Problem to work on:
Count how many lines of the data include the string "body", then say that number and stop.

Supplied entries:
────────────────────────────────────────

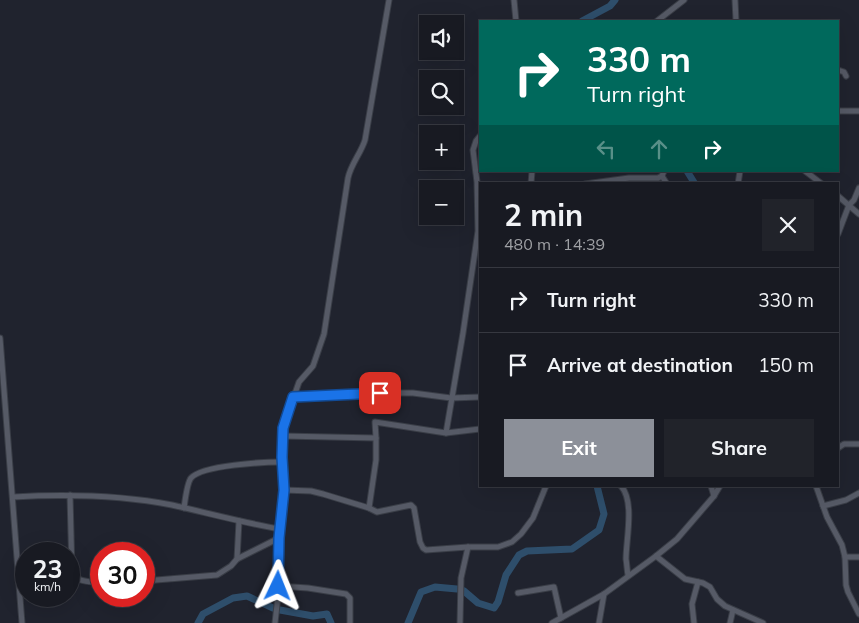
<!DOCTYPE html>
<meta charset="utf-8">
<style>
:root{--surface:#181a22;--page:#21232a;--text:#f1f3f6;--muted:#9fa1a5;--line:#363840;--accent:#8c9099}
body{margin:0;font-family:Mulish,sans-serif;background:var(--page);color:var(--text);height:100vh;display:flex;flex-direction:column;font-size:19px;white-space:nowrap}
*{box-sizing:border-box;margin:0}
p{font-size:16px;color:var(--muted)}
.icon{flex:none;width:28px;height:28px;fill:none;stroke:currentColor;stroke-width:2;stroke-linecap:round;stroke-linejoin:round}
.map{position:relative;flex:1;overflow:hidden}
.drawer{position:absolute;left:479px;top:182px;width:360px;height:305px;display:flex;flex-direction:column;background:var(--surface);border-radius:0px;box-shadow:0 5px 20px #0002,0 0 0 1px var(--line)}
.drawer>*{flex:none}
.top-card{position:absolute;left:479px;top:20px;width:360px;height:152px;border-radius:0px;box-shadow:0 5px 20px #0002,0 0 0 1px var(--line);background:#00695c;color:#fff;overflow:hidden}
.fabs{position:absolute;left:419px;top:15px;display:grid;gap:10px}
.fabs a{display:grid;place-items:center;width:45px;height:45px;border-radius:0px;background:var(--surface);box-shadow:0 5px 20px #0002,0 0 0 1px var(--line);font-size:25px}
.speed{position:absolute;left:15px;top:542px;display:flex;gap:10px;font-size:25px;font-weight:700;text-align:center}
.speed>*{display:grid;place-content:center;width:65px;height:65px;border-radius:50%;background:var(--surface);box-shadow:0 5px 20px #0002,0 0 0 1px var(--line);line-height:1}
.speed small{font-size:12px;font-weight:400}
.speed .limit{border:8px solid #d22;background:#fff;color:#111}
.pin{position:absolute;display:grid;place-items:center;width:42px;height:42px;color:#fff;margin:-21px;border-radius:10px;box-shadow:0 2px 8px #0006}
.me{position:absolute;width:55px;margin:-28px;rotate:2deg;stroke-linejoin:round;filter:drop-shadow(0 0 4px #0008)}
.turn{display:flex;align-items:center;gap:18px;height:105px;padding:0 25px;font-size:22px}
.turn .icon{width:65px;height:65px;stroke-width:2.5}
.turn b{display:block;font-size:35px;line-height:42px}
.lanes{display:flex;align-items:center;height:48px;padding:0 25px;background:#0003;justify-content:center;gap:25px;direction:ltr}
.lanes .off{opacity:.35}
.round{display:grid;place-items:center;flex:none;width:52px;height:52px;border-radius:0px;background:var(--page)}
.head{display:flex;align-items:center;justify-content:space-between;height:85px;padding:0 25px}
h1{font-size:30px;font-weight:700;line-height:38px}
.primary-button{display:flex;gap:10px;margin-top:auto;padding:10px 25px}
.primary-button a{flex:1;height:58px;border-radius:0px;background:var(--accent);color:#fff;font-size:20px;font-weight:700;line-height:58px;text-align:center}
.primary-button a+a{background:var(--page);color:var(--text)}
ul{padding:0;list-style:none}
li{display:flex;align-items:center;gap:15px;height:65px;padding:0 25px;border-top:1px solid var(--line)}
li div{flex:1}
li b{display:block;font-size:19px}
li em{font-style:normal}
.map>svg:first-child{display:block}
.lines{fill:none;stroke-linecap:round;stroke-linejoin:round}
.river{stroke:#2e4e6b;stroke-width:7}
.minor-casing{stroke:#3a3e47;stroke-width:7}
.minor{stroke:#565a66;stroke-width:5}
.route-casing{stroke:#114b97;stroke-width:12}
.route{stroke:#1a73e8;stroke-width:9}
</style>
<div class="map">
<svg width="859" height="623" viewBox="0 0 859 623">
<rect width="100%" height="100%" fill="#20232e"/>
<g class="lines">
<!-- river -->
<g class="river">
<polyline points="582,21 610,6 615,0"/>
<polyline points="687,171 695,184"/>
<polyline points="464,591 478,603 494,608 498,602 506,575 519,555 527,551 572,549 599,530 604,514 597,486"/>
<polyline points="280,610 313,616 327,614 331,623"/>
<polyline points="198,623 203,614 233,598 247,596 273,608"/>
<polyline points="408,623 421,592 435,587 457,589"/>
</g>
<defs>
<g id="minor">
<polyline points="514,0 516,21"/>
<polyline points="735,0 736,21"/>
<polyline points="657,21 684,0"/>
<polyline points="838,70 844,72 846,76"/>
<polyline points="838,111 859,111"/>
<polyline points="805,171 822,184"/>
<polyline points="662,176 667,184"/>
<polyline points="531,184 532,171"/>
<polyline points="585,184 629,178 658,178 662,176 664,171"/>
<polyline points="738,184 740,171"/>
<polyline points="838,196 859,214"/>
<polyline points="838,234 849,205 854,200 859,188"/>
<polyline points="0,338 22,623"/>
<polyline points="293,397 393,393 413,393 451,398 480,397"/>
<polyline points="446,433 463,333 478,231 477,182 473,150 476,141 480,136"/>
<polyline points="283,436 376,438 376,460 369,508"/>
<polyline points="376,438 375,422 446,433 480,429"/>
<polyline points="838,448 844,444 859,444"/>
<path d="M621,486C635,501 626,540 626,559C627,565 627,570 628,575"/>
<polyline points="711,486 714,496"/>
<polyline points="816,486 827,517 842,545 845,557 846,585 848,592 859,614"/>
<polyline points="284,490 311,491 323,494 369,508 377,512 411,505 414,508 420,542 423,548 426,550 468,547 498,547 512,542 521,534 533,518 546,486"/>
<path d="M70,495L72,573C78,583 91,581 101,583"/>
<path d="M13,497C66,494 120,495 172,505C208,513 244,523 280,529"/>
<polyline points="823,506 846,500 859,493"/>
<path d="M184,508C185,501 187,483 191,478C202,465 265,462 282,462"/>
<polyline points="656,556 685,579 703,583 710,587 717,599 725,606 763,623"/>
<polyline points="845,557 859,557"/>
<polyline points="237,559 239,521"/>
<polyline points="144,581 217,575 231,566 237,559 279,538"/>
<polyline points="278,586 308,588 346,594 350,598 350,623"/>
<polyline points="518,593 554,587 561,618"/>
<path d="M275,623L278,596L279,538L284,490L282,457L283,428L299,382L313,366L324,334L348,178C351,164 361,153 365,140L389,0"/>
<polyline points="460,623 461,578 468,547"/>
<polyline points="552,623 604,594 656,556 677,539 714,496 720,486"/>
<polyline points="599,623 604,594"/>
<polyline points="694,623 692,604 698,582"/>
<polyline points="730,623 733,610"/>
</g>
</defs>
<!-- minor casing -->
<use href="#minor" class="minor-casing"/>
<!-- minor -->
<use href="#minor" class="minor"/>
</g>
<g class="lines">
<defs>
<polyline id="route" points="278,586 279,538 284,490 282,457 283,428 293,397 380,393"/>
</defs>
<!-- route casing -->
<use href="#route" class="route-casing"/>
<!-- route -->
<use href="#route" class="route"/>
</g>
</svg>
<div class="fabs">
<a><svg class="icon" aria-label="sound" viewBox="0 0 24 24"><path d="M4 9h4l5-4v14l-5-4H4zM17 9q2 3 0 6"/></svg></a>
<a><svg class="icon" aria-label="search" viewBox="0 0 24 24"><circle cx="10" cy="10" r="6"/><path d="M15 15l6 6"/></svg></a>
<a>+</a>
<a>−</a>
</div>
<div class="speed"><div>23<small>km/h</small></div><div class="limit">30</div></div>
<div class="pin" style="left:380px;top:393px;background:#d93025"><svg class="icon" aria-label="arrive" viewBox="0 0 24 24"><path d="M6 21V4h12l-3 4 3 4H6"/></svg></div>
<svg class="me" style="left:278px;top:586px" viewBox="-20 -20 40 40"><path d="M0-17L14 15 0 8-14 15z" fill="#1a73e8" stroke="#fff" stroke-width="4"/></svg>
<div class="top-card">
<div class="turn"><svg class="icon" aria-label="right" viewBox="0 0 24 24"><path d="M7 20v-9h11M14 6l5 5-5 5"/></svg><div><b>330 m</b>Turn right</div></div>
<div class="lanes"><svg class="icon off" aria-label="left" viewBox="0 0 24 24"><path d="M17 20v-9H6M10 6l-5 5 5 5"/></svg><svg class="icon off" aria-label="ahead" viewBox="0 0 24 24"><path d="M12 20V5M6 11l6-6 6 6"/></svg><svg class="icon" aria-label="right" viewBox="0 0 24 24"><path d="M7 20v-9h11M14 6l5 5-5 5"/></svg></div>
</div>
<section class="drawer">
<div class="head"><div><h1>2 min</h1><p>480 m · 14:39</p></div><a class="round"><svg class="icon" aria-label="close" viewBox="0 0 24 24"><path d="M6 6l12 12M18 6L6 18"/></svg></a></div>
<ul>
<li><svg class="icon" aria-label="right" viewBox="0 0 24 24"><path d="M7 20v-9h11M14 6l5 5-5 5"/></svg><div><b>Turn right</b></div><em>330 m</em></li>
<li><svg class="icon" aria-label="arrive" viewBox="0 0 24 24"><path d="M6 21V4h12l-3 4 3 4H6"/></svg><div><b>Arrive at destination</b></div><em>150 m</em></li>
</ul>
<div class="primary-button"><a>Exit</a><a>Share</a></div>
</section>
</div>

────────────────────────────────────────

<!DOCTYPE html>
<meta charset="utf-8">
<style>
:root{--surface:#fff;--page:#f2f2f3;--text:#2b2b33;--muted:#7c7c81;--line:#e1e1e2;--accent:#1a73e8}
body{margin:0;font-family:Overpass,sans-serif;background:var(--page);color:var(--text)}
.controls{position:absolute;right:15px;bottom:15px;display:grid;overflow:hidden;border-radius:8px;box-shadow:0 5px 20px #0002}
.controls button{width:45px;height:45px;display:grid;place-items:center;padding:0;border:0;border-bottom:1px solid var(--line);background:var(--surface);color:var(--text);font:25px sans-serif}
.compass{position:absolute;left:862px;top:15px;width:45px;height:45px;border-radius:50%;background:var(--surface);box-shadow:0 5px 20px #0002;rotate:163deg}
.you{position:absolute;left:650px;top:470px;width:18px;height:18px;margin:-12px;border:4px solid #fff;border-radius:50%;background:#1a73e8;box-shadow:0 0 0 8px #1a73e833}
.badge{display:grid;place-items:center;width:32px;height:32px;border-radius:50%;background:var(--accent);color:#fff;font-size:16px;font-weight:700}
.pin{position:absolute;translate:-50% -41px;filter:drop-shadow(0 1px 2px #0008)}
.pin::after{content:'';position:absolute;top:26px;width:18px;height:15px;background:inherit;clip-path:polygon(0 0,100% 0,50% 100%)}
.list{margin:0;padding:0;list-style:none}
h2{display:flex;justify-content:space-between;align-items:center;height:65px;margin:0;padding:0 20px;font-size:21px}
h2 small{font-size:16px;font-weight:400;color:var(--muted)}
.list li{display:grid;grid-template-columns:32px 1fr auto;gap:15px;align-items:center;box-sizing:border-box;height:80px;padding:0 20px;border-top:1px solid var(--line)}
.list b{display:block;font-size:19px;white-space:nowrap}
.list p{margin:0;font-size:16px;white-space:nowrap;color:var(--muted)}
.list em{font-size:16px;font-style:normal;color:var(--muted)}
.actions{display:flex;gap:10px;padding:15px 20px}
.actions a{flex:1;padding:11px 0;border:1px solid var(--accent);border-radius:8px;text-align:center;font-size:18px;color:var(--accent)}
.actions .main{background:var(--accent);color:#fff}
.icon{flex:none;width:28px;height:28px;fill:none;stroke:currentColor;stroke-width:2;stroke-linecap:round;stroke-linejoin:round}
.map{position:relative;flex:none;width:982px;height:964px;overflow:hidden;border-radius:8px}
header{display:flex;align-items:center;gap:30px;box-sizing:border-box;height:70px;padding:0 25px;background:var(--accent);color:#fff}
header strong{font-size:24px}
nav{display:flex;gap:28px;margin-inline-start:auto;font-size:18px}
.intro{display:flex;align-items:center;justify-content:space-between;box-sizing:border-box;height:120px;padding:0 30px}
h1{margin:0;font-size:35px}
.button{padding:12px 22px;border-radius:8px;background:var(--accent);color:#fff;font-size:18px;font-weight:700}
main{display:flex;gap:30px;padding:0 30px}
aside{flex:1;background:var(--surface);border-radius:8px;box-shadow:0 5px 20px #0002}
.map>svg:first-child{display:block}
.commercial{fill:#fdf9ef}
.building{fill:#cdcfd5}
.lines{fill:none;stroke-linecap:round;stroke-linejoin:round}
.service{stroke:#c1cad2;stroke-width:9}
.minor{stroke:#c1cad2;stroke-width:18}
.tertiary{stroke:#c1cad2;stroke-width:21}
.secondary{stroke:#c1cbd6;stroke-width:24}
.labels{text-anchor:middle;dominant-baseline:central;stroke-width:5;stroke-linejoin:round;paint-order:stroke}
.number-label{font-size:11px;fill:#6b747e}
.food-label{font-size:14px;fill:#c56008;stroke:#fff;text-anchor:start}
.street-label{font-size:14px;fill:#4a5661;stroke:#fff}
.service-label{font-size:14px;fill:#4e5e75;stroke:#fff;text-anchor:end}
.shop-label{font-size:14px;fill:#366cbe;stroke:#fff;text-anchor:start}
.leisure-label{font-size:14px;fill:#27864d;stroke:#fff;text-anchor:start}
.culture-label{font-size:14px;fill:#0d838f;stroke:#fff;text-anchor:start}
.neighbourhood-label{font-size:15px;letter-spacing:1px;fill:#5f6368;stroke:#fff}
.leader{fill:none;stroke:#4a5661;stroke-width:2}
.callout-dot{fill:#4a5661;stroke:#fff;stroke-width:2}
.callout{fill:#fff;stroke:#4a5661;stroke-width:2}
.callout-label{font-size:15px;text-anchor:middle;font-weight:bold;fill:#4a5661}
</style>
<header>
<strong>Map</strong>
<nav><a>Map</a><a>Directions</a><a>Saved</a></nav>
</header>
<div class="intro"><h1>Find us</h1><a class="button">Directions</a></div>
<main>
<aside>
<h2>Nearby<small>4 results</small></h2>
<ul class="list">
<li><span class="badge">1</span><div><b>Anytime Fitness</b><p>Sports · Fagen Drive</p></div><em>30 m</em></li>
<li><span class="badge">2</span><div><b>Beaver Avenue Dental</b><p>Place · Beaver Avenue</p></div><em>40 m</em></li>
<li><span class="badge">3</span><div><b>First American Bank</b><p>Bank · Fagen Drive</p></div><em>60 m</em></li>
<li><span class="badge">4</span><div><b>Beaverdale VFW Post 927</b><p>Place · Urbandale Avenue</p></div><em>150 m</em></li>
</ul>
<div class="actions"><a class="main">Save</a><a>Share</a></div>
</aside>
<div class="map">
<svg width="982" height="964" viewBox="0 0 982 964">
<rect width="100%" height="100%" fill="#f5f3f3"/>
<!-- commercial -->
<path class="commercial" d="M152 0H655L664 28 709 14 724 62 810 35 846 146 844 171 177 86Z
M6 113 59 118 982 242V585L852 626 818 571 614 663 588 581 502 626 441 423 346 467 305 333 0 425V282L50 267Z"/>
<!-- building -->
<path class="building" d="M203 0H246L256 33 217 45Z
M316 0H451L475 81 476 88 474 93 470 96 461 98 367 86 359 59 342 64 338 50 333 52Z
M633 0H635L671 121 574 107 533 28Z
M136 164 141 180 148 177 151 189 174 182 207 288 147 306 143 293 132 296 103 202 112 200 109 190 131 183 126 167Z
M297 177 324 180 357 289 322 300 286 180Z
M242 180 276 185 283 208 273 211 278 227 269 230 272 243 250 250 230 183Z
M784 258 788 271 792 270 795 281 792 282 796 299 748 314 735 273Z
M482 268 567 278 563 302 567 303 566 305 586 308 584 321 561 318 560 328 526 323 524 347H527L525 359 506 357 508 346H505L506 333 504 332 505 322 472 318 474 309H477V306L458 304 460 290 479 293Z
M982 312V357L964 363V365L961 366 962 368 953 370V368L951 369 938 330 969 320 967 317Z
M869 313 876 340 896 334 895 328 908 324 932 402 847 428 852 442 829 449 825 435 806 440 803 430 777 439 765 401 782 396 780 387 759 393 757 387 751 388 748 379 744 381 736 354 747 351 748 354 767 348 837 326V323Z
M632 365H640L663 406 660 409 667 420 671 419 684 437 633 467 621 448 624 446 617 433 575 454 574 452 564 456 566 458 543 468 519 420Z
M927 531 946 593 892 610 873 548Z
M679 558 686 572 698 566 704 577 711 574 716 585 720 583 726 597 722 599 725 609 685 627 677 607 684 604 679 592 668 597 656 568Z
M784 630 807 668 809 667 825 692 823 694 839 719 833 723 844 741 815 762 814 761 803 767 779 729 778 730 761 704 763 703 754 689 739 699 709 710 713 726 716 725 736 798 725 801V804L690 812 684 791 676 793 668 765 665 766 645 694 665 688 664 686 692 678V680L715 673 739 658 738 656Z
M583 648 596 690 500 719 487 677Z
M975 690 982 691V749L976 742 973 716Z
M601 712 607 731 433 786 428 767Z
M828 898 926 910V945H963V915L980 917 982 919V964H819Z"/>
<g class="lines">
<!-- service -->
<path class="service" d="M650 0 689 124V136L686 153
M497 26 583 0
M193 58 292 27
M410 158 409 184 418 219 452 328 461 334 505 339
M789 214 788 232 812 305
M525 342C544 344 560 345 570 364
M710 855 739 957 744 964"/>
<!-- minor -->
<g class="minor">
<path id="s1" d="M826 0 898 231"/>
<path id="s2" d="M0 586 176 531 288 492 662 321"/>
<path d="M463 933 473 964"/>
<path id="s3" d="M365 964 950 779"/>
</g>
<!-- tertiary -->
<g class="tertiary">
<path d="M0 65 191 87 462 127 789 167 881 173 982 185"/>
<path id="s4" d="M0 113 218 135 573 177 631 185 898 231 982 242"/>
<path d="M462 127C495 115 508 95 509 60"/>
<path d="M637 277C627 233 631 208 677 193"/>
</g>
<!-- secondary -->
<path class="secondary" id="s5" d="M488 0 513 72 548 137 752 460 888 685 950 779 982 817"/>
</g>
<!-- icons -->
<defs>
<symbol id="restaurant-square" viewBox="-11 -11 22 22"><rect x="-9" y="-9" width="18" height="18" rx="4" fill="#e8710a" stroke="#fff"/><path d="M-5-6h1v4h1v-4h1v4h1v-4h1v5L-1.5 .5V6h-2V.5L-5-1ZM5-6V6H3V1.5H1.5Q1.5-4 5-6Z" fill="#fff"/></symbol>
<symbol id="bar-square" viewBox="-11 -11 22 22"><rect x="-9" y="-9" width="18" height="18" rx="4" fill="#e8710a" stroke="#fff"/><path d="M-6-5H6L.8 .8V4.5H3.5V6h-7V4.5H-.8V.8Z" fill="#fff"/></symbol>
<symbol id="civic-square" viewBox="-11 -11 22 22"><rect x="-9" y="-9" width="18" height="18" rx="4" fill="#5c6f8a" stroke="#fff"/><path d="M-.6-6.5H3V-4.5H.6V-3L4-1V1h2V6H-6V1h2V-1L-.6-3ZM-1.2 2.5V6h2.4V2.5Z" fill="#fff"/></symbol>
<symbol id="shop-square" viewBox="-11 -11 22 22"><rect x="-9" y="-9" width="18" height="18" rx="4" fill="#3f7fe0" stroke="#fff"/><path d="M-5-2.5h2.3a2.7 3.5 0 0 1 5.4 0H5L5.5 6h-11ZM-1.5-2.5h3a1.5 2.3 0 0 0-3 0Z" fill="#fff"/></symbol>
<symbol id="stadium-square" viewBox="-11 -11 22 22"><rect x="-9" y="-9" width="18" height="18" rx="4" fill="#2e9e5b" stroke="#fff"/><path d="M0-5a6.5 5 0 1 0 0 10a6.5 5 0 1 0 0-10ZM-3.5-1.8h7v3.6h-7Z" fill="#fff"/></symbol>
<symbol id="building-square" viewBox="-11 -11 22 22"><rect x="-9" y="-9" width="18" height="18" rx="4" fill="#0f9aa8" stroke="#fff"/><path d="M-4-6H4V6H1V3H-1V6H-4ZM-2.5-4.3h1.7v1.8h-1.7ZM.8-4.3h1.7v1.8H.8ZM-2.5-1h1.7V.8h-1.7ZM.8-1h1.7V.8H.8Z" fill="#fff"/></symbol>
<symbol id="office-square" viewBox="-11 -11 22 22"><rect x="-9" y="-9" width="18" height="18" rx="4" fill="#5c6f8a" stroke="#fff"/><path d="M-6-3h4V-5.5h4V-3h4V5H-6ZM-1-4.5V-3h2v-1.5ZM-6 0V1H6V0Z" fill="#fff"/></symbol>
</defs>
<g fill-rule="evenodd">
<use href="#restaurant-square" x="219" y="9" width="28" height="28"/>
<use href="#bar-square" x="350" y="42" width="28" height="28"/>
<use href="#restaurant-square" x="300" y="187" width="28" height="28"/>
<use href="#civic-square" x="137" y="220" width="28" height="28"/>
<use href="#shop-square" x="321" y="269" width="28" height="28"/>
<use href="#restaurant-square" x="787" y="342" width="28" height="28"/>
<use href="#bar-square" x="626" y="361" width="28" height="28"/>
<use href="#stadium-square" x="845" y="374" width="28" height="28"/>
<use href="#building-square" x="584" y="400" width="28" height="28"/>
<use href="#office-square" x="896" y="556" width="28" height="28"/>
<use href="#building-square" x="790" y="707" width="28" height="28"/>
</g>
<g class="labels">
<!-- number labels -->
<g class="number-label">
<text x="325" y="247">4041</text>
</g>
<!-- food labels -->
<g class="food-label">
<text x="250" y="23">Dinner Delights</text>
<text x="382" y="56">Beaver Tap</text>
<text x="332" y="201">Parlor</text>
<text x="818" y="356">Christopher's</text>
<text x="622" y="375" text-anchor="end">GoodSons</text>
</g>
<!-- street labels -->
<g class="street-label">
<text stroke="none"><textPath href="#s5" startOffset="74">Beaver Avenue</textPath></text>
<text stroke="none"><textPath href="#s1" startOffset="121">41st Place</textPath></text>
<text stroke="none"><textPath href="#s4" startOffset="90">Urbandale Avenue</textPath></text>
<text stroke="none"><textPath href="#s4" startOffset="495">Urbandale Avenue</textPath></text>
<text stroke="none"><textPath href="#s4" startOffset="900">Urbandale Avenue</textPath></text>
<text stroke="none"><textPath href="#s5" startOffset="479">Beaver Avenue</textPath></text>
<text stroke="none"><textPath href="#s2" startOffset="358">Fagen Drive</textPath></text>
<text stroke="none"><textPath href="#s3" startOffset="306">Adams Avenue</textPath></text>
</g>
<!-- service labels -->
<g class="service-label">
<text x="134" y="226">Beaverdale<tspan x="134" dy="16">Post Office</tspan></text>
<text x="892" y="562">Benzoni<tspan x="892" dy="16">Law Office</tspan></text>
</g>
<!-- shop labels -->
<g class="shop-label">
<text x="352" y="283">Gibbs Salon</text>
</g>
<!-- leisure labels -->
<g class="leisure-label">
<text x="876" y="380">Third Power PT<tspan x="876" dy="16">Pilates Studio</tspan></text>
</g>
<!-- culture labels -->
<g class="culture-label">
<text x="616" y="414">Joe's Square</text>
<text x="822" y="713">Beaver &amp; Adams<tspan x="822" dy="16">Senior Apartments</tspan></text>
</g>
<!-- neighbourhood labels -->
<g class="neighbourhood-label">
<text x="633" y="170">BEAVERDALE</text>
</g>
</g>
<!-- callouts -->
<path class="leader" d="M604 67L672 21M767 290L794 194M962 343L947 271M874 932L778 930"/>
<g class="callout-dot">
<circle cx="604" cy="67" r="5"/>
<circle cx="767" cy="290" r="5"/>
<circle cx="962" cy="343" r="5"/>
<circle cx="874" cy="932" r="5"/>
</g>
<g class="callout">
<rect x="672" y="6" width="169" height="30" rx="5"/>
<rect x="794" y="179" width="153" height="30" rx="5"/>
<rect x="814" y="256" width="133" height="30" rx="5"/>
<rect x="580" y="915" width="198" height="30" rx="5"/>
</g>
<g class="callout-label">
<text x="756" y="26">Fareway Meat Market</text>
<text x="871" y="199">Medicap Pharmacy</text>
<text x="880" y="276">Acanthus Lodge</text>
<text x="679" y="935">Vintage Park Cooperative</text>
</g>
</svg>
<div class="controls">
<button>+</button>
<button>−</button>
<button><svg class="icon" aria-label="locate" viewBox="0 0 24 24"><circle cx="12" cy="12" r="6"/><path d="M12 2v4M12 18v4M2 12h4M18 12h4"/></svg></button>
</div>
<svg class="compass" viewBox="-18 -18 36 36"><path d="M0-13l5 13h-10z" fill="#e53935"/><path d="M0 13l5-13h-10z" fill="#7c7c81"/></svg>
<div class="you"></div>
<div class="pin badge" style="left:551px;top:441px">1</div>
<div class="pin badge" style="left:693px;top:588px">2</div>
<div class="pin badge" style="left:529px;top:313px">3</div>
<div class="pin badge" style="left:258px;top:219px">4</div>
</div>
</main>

────────────────────────────────────────

Output for this exercise:
2